Biden’s centering of individual lives—and our individual obligations to check in on those lives—gets to the heart of Catholic social teaching, the heavy weight of it, the personal responsibility of it. That’s an important reminder for liberals who’d rather let the state solve society’s problems and conservatives who’d rather trust the market. In either case, you’ve still got to be invested in actual people’s lives. Especially people who are different from you. Especially people who are suffering. You’ve still got to make the calls. This is Biden’s ongoing accomplishment and his ongoing hope: a big state with a big heart.
That bigheartedness can also be a huge pain. Sometimes we don’t need to wait to make sure everyone’s heard. Sometimes we simply need to use our power. Still, many Americans, Catholic or not, are a lot like Biden: They’re suspicious of the big state, and that suspicion manifests in the suggestion that we just solve our problems together. Recent talk of “coming together” can be either naïve or suggested in bad faith, but it reveals an ongoing American obsession with something like Catholic subsidiarity. And remember: Subsidiarity is not anti-government. It’s not, despite how conservatives might describe it, “government as necessary evil.” At its simplest, subsidiarity is a recognition that politics is simply the way we come together to solve our problems, at “the lowest level possible and the highest level necessary.” To progressives, that might sound as maudlin as a since-scrapped Bruce Springsteen Super Bowl ad, but there’s no doubt that it plays to a big crowd.

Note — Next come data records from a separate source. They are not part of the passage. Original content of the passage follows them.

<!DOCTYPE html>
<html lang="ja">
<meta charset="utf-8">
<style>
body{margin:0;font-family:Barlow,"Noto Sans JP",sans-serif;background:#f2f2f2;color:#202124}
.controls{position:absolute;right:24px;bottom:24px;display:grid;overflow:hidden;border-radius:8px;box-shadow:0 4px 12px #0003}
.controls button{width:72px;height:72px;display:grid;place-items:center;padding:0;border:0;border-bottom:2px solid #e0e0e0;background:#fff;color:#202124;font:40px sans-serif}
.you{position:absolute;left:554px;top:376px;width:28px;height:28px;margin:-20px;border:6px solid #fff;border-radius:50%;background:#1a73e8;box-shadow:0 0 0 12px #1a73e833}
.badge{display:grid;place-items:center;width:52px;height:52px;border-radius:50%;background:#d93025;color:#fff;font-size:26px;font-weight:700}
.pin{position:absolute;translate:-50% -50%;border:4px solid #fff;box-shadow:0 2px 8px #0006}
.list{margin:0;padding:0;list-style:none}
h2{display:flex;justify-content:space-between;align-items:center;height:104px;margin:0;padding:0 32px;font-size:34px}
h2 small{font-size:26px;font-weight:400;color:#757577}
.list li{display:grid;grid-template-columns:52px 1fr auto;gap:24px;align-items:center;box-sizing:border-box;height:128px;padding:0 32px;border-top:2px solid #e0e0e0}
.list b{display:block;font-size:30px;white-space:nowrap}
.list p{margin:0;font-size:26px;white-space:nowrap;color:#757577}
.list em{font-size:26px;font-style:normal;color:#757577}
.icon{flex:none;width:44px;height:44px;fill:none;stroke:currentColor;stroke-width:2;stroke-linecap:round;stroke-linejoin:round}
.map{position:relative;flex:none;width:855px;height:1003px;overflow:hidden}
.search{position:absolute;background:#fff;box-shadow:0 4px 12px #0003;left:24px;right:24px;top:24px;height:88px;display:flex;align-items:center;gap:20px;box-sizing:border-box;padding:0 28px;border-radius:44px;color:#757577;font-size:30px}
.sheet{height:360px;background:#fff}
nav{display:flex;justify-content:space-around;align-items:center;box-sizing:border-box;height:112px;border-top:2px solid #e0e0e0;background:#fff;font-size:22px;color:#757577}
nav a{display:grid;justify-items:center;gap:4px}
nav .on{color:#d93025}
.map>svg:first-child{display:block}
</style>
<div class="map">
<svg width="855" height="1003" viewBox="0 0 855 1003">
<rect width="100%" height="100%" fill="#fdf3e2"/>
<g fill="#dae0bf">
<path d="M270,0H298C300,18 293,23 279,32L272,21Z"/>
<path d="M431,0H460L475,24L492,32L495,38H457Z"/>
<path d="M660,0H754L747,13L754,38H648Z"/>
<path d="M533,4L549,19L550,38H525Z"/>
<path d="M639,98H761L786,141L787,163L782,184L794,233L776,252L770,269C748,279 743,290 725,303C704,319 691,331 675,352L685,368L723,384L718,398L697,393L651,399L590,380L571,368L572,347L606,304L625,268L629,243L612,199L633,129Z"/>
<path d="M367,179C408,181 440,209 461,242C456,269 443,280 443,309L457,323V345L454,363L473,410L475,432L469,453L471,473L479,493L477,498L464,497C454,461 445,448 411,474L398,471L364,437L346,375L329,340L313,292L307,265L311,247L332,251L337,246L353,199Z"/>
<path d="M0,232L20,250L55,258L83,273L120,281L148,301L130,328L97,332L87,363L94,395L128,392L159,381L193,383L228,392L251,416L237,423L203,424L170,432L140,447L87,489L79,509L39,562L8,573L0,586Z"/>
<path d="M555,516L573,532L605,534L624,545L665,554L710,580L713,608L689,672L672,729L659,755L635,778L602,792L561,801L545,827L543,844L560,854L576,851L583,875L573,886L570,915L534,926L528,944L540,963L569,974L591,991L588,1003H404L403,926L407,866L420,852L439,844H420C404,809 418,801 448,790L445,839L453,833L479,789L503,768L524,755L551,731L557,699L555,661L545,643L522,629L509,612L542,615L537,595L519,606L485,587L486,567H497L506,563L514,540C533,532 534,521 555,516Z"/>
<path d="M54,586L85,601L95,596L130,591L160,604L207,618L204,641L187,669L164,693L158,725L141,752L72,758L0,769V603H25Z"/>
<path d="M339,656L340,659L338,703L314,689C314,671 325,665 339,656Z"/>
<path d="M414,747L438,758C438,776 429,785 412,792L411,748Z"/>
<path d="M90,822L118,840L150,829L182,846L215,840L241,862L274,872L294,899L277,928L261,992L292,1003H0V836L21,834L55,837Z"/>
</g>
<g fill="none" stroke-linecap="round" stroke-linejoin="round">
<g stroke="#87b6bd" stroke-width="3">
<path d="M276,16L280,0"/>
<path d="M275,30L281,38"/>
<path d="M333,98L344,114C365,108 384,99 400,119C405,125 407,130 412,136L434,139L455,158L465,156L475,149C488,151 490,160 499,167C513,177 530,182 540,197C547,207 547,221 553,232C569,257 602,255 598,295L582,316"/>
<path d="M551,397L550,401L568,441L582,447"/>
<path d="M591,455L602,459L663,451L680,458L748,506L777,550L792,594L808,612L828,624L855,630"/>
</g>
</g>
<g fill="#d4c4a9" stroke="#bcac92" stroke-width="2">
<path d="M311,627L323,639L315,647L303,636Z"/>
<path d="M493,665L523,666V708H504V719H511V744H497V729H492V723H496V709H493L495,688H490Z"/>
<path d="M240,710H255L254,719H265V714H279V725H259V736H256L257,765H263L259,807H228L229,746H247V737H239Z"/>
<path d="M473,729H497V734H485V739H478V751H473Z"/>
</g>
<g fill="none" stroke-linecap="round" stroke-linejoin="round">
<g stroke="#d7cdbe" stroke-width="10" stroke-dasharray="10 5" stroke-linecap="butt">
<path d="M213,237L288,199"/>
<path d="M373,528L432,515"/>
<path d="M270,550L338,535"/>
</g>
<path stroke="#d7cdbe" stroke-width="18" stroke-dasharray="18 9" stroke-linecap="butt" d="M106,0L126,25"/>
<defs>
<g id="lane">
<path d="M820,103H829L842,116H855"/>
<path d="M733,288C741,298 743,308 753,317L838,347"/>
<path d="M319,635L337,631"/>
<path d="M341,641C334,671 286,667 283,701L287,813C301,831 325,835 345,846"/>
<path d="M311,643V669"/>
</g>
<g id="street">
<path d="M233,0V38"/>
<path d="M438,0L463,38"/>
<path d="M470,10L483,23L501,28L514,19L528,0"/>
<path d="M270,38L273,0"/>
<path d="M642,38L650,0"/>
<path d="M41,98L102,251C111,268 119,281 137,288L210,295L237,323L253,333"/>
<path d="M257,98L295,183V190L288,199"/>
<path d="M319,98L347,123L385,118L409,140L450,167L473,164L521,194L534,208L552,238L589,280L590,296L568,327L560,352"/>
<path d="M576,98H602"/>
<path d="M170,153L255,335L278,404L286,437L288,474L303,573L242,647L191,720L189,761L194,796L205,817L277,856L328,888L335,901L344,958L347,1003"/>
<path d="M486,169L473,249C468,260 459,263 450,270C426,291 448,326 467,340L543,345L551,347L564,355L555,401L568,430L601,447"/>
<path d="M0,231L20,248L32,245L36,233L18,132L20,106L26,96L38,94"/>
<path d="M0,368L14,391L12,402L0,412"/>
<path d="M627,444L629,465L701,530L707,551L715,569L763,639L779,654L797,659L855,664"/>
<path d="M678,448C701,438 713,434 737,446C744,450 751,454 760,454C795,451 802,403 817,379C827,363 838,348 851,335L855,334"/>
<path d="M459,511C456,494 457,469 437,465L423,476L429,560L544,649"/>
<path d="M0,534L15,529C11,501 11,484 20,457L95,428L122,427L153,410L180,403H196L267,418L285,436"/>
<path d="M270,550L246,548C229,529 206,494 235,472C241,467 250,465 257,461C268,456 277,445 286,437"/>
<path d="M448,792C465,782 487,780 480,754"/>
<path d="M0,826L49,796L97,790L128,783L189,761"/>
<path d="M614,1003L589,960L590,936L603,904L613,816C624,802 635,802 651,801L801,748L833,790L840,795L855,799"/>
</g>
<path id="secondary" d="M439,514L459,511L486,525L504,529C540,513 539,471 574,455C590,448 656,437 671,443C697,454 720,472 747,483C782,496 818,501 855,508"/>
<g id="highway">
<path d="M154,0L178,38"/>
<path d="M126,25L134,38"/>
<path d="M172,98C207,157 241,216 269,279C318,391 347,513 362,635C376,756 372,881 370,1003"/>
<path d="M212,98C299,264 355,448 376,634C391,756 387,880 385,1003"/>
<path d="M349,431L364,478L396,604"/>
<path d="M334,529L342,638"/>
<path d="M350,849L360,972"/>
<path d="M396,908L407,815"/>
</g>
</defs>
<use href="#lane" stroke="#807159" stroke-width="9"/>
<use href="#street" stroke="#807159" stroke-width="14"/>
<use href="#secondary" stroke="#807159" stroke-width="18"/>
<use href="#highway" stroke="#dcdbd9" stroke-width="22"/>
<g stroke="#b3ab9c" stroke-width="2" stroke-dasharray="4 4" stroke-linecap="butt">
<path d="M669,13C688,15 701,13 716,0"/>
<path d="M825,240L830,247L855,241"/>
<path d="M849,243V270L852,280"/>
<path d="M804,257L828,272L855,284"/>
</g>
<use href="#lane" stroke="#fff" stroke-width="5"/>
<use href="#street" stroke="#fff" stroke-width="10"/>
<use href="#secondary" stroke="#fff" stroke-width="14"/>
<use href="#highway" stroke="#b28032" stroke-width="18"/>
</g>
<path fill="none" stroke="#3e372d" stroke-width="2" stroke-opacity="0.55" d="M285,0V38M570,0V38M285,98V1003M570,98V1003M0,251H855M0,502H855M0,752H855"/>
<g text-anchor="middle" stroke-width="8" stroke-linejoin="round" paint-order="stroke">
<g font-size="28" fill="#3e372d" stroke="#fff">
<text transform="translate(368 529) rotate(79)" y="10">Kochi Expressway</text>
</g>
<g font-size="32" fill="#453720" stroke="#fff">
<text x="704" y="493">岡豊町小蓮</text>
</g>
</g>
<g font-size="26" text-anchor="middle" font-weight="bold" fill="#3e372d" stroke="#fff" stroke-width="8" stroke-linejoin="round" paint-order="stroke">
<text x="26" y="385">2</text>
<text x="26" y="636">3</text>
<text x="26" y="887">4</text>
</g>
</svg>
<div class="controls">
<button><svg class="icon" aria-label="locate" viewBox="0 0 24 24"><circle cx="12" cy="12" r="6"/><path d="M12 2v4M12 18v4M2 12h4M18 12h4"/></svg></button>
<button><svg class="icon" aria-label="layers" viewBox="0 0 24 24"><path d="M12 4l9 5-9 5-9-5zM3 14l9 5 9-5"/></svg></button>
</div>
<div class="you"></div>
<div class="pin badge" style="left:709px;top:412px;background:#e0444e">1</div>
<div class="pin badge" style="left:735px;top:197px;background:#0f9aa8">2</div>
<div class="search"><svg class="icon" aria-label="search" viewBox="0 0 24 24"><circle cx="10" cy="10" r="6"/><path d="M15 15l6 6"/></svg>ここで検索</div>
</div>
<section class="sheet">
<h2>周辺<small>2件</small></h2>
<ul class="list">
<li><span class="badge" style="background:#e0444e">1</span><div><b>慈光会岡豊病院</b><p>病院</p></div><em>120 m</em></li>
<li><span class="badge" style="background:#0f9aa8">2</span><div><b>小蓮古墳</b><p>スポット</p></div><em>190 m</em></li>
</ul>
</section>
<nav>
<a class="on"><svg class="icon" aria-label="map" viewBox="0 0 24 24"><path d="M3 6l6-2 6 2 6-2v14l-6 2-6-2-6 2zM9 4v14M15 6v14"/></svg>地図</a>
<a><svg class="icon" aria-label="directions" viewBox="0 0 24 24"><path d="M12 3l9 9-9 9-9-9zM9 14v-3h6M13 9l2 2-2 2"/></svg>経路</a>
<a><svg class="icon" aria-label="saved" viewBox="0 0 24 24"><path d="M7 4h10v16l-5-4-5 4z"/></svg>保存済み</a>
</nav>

In his response to Benedict’s “Caritas in Veritate,” the conservative Catholic George Weigel was so incensed that he insisted the letter could be highlighted with red and gold markers, the gold representing the parts that are really from Benedict and the red representing socialist junk forced upon him by the hippies. Weigel’s argument was widely criticized, especially for attacking a pope not really known for needing intellectual aid. Yet this desire to split Catholic social teaching into the conservative bits and the wrong bits is about as old as the current fusion of Catholic theology and Republican politics, all the way back to William F. Buckley Jr. insisting that the Catholic Church might well be his mother, but she’s not his teacher.

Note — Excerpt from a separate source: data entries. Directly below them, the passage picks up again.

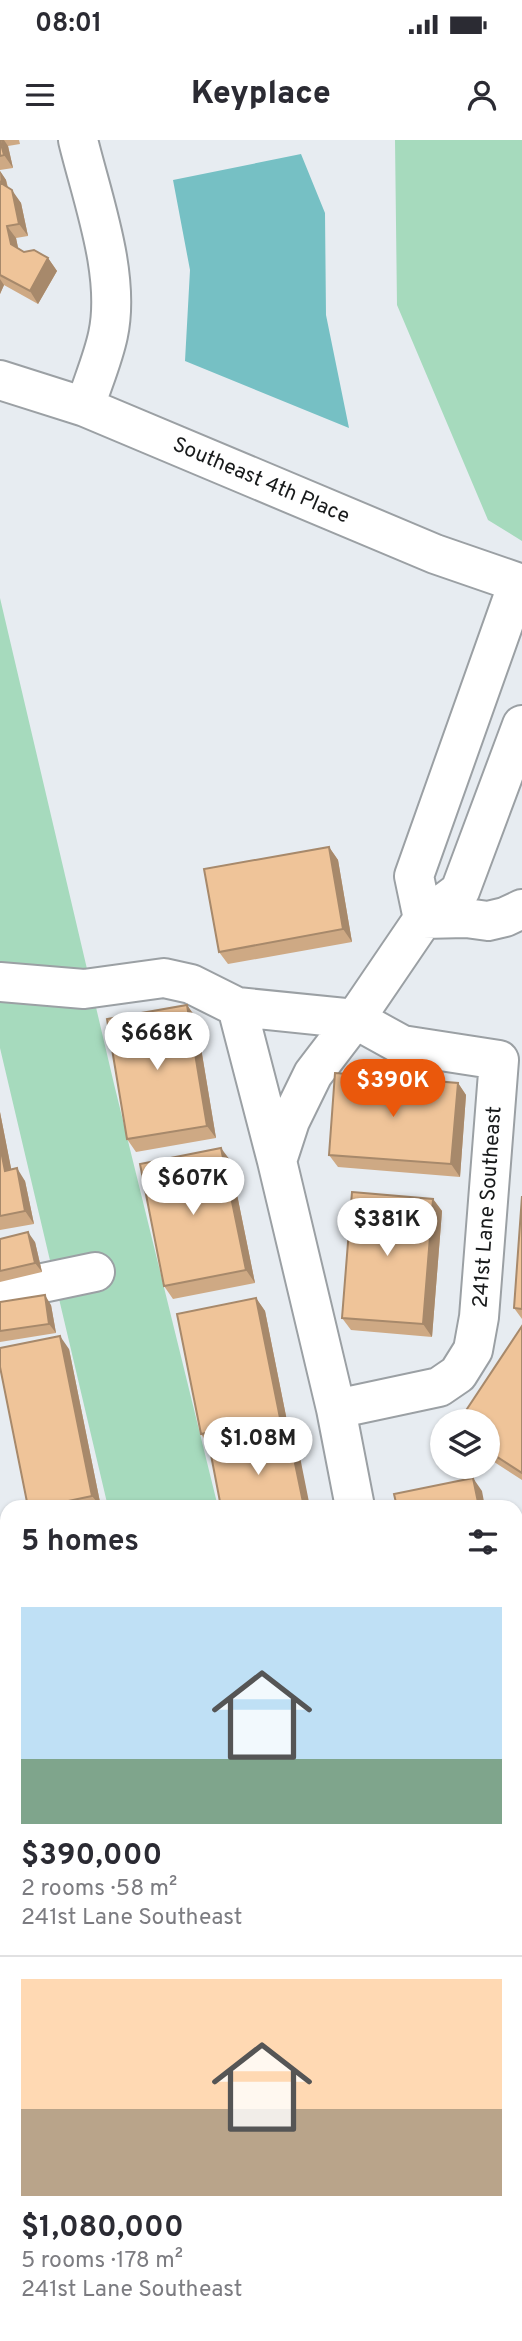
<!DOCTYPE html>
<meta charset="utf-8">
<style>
:root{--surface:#fff;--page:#f2f2f3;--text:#2b2b33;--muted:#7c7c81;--line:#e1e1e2;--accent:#ea580c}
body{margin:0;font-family:Overpass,sans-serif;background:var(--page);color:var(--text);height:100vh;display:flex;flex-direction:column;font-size:26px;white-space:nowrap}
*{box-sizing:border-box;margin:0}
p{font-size:23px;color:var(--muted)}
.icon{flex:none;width:38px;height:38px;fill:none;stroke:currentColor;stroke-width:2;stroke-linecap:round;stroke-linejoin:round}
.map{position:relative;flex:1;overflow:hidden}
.sheet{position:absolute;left:0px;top:1360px;width:523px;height:842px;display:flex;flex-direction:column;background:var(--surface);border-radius:21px 21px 0 0;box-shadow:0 2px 5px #0004}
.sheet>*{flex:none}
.controls{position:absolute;left:430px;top:1269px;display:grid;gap:14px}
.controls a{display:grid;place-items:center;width:70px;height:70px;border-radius:50%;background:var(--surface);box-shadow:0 2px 5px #0004;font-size:35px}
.price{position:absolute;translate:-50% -60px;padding:0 16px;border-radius:24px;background:#fff;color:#222;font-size:23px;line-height:46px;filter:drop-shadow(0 2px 4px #0008)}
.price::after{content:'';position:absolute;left:50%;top:42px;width:21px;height:16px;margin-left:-10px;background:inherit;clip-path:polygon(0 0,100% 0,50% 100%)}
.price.active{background:var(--accent);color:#fff}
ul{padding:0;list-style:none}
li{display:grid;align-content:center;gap:14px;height:371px;padding:0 21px}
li+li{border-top:2px solid var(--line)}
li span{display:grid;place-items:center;height:217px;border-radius:0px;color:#555}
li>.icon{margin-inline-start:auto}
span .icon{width:126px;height:126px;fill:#fffc;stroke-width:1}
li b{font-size:30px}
h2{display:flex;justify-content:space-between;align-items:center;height:84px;padding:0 21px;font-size:30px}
.status{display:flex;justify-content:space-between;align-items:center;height:49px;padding:0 35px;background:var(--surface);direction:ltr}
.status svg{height:19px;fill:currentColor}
header{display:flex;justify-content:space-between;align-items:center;height:91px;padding:0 21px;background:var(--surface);font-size:32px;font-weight:800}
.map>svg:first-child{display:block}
</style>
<div class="status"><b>08:01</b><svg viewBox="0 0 49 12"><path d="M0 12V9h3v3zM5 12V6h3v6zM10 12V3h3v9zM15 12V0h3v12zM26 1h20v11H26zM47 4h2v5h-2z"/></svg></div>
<header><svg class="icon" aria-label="menu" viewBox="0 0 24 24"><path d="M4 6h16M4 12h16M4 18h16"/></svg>Keyplace<svg class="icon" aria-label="person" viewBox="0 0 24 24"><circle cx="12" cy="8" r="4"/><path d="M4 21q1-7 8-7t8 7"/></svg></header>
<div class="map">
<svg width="522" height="2201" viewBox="0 0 522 2201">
<rect width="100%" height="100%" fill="#e7ecf1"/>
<path fill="#a6dabd" d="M 395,0 L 522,0 L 522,401 L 488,380 L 397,165 Z
M 0,458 L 114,944 L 218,1367 L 108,1367 L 0,908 Z
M 516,1874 L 522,1878 L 522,2201 L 128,2201 L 82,2195 L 516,2194 Z
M 0,2033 L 7,2033 L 7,2184 L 0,2183 Z"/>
<path fill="#76c0c4" d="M 301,14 L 325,73 L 326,175 L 349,288 L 185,221 L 190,130 L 173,40 Z"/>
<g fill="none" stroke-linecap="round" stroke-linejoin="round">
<defs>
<path id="minor" d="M 78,0 C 92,58 121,135 108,195 C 103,219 92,244 85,267
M 0,240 L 85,267 L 435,414 L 522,444
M 423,779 L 414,736 L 518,443
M 423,779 L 466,778 L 488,781 L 505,777 L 522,769
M 0,842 L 84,849 L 164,838 L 191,844 L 237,867 L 355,879 L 313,934 L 290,981 L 277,1021 L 336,1269 L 355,1367
M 237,867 L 277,1021
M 0,1152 L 95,1132
M 336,1269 L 439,1247 L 458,1234 L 473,1210 L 479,1177 L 499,920 L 402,905 L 355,879 L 423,779 L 460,751 L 522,585
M 0,1447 L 7,1445
M 0,1517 L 7,1575
M 516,1678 L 522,1681
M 0,1851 L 7,1851"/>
</defs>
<use href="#minor" stroke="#9ba0a4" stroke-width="42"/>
<use href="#minor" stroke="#fff" stroke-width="38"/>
</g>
<path fill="#cea984" d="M 0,0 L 19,0 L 20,4 L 8,6 L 13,28 L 0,30 Z
M 0,31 L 6,40 L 8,47 L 21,63 L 28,96 L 16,98 L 18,108 L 24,112 L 48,118 L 57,131 L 38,164 L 4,145 L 0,154 Z
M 329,707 L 338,720 L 352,802 L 228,824 L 219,812 Z
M 187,865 L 196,878 L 216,998 L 136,1012 L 127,999 Z
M 458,943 L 466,955 L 460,1037 L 338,1027 L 329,1015 Z
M 0,972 L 11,1029 L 25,1041 L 34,1084 L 0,1090 Z
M 230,1020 L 255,1143 L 173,1159 L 164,1146 Z
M 522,1056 L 522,1179 L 514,1168 Z
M 433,1059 L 442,1071 L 432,1197 L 351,1190 L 342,1178 Z
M 0,1099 L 35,1102 L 42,1132 L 0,1142 Z
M 256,1158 L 265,1171 L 289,1291 L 210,1307 L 201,1294 Z
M 0,1162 L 51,1165 L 56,1193 L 0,1202 Z
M 522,1186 L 522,1340 L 488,1318 L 488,1281 Z
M 69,1209 L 101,1367 L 28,1367 Z
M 516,1518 L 522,1520 L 522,1619 L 516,1616 Z
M 0,1637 L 2,1641 L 7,1691 L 7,1725 L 0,1726 Z
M 522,1763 L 522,1825 L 516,1822 L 516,1776 Z
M 0,1870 L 7,1870 L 7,1912 L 0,1912 Z
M 7,1924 L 7,2010 L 0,2010 L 0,1936 Z"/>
<path fill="#a7896b" d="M 1,0 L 4,0 L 8,6 L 13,28 L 4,15 Z
M 0,31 L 6,40 L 9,56 L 1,43 Z
M 12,50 L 21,63 L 28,96 L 19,84 Z
M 7,86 L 16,98 L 20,117 L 11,104 Z
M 48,118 L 57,131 L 38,164 L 30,151 Z
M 0,139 L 4,145 L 0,154 Z
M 329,707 L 338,720 L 352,802 L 343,789 Z
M 187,865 L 196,878 L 216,998 L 207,986 Z
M 458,943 L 466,955 L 460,1037 L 451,1024 Z
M 0,972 L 14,1043 L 5,1031 L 0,1006 Z
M 221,1008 L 230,1020 L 255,1143 L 246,1130 Z
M 17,1028 L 25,1041 L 34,1084 L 25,1071 Z
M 433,1059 L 442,1071 L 432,1197 L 423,1184 Z
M 28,1092 L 35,1102 L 42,1132 L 35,1123 Z
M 45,1155 L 51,1165 L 56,1193 L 49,1184 Z
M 256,1158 L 265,1171 L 289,1291 L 280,1278 Z
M 60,1196 L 69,1209 L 101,1367 L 92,1356 Z
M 290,1299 L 299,1312 L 310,1367 L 304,1367 Z
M 473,1338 L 482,1351 L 485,1367 L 479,1367 Z
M 0,1637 L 2,1641 L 7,1691 L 7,1720 L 4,1715 L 0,1677 Z"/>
<path fill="#efc499" stroke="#a7896b" stroke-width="2" d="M 0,0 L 4,15 L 0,16 Z
M 0,41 L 1,43 L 12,50 L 19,84 L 7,86 L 11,104 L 24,112 L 34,110 L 48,118 L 30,151 L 0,135 Z
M 329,707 L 343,789 L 219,812 L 204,729 Z
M 187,865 L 207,986 L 127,999 L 107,879 Z
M 335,933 L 458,943 L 451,1024 L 329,1015 Z
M 0,1006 L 5,1031 L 17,1028 L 25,1071 L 0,1076 Z
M 221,1008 L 246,1130 L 164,1146 L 140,1024 Z
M 352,1052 L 433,1059 L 423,1184 L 342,1178 Z
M 522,1056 L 522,1169 L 514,1168 Z
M 28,1092 L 35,1123 L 0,1131 L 0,1099 Z
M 45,1155 L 49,1184 L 0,1191 L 0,1162 Z
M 256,1158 L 280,1278 L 201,1294 L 177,1174 Z
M 522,1186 L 522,1333 L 488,1311 L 488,1281 L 459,1281 Z
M 60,1196 L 92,1356 L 40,1367 L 28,1367 L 0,1227 L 0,1208 Z
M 290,1299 L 304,1367 L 221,1367 L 211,1315 Z
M 473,1338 L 479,1367 L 397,1367 L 394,1354 Z
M 516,1518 L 522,1520 L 522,1610 L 516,1608 Z
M 0,1677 L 4,1715 L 0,1716 Z
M 522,1763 L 522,1816 L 516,1814 L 516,1776 Z
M 0,1870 L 7,1870 L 7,1903 L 0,1903 Z
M 1,1924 L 7,1924 L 7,1997 L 0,1997 Z"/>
<g text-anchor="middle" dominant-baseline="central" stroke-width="6" stroke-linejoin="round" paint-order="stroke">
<g font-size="21" fill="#181a1b" stroke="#fff">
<text transform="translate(261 341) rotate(23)">Southeast 4th Place</text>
<text transform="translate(488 1067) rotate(-86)">241st Lane Southeast</text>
</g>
</g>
</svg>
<div class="controls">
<a><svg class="icon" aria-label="layers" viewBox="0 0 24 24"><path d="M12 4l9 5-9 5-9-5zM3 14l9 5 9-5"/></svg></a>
</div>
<b class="price" style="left:157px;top:932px">$668K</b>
<b class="price active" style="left:393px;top:979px">$390K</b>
<b class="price" style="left:193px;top:1077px">$607K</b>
<b class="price" style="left:387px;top:1118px">$381K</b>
<b class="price" style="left:258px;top:1337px">$1.08M</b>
<section class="sheet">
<h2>5 homes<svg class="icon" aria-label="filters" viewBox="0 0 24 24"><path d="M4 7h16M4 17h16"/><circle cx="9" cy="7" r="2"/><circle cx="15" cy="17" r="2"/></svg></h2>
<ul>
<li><span style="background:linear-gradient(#bfe0f5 70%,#7fa58c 0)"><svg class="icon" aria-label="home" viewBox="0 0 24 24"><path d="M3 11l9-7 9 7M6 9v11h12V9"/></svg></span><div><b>$390,000</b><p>2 rooms · 58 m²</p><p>241st Lane Southeast</p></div></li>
<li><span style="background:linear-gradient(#ffd9b3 60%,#b9a48a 0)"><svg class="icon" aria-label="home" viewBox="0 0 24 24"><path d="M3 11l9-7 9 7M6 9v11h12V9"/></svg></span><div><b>$1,080,000</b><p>5 rooms · 178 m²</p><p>241st Lane Southeast</p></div></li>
</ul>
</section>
</div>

Conservatives often accuse Catholic progressives of being “cafeteria Catholics,” picking and choosing what they want from church teaching. Yet regardless of what constitutes cafeteria Catholicism, it seems clear that conservatives are there too, and well before Francis had them admitting it. Conservatives might want to claim Biden writes his Catholicism in a red pen. The problem is that Catholic teaching has been written in that color all along.